Playful Brit Soap Embeds Ads in Plot

People are tired of having ads thrown in their face. But will they prefer them hidden in their content?

As the cruel sun rose three weeks ago upon a Web world of flimsy advertising models and failing cybersoaps, the dashing crew at A Prime Connection - a year-old Web site based in Bath, England, and previously known for hosting an online furniture store - launched a serial whose sole purpose is the selling of product placements within its own stories.

"We believe people are tired of having adds thrown in their face," says Simon Marshland, co-director of APC and the Bath Soap's writer. "Some are frankly antagonistic." His site follows what he describes as "a more subtle approach." Thus far the approach is subtle indeed, as no ads are included in the first three episodes.
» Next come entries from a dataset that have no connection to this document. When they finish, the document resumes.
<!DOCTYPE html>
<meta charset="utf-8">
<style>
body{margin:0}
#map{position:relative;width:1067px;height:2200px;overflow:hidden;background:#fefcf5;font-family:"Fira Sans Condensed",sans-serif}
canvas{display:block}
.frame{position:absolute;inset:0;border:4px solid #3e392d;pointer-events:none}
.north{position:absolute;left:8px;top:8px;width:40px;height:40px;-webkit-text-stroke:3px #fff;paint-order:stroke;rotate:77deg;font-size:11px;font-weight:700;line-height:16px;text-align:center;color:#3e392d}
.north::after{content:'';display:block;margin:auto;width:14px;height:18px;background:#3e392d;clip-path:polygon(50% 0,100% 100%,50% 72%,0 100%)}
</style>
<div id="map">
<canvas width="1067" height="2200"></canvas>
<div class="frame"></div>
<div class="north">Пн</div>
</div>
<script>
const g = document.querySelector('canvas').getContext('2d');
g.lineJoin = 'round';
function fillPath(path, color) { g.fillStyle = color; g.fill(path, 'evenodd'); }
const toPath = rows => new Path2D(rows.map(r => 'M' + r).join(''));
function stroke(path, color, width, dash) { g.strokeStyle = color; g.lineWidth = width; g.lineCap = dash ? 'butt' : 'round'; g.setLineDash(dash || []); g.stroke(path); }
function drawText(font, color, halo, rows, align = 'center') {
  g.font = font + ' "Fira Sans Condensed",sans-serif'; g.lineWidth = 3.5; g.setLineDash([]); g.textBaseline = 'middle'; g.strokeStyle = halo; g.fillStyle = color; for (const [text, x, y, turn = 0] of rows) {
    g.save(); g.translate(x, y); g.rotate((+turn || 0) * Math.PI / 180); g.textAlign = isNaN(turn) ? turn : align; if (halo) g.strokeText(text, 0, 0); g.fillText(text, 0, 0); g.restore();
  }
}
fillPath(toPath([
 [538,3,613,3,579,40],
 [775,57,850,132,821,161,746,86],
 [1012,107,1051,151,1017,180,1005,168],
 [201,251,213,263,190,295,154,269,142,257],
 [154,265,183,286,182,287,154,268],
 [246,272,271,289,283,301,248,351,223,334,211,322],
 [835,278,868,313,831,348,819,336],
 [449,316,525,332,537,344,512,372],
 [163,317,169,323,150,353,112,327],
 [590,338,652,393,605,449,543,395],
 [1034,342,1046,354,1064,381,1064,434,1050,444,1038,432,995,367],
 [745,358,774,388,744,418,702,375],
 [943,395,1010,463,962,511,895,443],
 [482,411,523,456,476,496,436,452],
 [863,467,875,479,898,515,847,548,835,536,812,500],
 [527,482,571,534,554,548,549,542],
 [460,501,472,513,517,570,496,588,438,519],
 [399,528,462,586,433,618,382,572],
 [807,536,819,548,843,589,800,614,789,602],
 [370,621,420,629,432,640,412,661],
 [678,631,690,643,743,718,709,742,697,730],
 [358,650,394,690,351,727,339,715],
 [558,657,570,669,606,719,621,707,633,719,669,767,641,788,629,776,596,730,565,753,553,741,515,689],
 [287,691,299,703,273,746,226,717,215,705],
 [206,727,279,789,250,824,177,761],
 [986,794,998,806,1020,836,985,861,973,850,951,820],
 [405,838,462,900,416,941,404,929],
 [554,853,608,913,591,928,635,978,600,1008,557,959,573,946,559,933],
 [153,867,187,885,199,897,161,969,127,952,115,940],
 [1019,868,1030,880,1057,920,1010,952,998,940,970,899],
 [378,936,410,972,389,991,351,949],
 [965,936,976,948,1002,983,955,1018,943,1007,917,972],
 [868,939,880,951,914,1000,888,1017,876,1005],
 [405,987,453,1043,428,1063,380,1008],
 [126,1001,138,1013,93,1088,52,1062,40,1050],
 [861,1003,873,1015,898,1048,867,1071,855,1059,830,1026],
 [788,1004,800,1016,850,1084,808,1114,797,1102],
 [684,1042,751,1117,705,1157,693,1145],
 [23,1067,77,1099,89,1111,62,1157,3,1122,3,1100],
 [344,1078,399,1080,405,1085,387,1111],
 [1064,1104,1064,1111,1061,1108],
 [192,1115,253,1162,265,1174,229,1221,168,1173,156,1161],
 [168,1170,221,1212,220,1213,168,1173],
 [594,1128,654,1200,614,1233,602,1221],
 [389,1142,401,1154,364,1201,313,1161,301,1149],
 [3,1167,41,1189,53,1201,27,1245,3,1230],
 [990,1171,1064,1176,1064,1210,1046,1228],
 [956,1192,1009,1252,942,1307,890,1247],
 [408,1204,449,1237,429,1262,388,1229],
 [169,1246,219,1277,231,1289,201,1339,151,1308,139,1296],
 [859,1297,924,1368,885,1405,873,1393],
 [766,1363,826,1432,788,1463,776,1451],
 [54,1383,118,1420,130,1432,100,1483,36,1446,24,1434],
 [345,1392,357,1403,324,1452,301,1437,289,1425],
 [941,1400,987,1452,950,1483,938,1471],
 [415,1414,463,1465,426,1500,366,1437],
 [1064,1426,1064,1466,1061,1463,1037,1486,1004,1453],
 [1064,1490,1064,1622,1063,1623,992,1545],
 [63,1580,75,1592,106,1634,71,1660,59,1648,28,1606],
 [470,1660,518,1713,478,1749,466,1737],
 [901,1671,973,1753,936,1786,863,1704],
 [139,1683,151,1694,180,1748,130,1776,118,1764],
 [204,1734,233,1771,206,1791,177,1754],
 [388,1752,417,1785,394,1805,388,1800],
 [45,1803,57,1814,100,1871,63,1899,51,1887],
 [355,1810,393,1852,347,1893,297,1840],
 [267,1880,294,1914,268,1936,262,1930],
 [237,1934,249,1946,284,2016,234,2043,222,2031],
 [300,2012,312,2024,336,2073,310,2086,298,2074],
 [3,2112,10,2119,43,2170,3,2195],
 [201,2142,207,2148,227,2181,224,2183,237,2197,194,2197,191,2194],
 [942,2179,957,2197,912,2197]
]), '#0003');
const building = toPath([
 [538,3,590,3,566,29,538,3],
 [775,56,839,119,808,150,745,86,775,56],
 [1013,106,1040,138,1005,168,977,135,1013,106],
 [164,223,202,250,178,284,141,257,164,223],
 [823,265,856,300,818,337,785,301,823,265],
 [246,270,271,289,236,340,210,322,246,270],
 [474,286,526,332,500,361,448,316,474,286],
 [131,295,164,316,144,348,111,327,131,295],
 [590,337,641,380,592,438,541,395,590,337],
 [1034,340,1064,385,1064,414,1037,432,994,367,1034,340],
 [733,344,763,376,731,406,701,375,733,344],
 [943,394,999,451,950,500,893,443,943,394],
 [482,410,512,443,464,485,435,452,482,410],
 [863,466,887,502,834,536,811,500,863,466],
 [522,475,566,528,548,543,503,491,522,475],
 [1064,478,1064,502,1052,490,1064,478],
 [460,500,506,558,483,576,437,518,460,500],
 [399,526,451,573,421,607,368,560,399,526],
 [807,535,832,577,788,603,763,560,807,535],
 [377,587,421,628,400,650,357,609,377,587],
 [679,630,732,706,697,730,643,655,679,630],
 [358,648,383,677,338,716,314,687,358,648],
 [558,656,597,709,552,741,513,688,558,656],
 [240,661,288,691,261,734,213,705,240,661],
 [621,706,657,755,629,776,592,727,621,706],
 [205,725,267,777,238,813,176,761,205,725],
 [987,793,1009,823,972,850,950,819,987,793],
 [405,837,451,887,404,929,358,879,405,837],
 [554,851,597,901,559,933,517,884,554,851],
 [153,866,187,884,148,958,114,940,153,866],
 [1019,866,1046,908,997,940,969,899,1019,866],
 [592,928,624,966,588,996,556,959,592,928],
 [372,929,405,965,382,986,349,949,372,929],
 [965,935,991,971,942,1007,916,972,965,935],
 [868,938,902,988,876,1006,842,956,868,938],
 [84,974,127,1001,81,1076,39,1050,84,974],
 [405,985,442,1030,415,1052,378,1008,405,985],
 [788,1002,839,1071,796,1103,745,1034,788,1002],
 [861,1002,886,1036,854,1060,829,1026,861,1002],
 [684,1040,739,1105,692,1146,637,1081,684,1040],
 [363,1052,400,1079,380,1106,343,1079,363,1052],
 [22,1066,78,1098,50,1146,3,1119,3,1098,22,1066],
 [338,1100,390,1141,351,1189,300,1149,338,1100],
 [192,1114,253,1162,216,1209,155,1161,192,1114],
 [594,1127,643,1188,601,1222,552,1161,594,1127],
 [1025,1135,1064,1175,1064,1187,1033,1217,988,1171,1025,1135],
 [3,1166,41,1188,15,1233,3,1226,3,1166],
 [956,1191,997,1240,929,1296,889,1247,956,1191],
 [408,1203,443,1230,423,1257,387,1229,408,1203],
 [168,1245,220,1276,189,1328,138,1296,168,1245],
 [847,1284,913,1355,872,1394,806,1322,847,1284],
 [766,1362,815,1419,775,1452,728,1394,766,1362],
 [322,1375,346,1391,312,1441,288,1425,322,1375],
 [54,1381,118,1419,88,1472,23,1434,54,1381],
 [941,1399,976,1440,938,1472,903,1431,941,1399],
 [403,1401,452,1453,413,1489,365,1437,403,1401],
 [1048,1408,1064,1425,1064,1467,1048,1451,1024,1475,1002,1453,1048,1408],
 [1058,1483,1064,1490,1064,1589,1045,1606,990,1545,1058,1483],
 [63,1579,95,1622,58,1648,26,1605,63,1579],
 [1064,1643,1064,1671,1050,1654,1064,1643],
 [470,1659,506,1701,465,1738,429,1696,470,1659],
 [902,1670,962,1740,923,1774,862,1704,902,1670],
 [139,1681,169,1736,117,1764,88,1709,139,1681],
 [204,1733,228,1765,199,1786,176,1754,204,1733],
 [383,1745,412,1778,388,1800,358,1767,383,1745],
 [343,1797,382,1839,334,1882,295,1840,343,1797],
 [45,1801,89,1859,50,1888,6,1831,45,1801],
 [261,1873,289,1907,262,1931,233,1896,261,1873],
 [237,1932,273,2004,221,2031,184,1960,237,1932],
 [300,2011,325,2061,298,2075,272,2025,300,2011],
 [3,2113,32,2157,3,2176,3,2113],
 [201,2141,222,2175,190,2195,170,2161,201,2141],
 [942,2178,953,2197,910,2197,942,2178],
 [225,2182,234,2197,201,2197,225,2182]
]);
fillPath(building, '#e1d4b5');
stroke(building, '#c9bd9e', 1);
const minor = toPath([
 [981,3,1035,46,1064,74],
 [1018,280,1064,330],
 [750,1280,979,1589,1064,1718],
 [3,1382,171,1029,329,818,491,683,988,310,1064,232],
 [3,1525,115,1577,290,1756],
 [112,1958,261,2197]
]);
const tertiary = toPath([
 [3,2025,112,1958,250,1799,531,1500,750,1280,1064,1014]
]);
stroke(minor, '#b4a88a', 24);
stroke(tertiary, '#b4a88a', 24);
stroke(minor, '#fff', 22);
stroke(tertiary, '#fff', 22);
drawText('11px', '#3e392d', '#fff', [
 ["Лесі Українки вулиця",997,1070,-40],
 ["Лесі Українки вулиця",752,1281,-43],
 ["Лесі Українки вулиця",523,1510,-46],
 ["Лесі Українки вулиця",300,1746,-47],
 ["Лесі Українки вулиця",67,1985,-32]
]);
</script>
Assuming that the unsponsored tales of intrigue set in a "huge, great, bloody international company" will have attracted enough attention to the site by now, however, APC plans to include six placements in next week's story.

Though serials have a Web history in the US - where sites like Eon-4 and The Spot gained wide popularity before their publisher declared bankruptcy last January - the concept is relatively untested in the home nation of Upstairs, Downstairs and East Enders. Marshland knows of only one other British soap start-up, and it is, he says, "quite serious. We don't intend to be serious."

There's not much danger of that, as his story seems to have skipped the initial period of relative subtlety and proceeded directly to the style of self-parody that many soaps resort to in a bid to restore excitement late in the story line. With characters such as Bamber de Vere - who has followed a "varied career enjoyed with several bigamous wives leading to a brief enforced stay at Her Majesty's expense" - and a graphics-and-grammar-be-damned approach to production, APC is making a product fully worthy of the US$40 price of its placement spots.

"It's not very expensive," Marshland admits, "but hopefully it will become so." Especially once APC presents what he calls - in a manner almost worthy of the soap's slickly ambitious businessman Feeney Tralee - "a marvelous new scheme" to involve sponsors in the creation of story lines. Such revenue ploys were parodied before they ever existed in Carl Steadman's site placing.com, launched in mid-1996.

APC should be sure to keep its day clients, however, says Charles Platkin, whose East Village serial has experimented with product placements from such deep-pocket clients as Tanqueray and the MTV Video Music Awards. "I think placement is one of the few strong ways of making money, but there's a problem with the economics" of Web soaps in general. At this point in the Web's development, novelty is not enough to attract viewers, he says, and "unfortunately the Web audience is not there to support the cost to produce high-quality entertainment."

Ah, the "world-famous glittering" cast of the Bath Soap may have more tragedy in store than the writer can predict.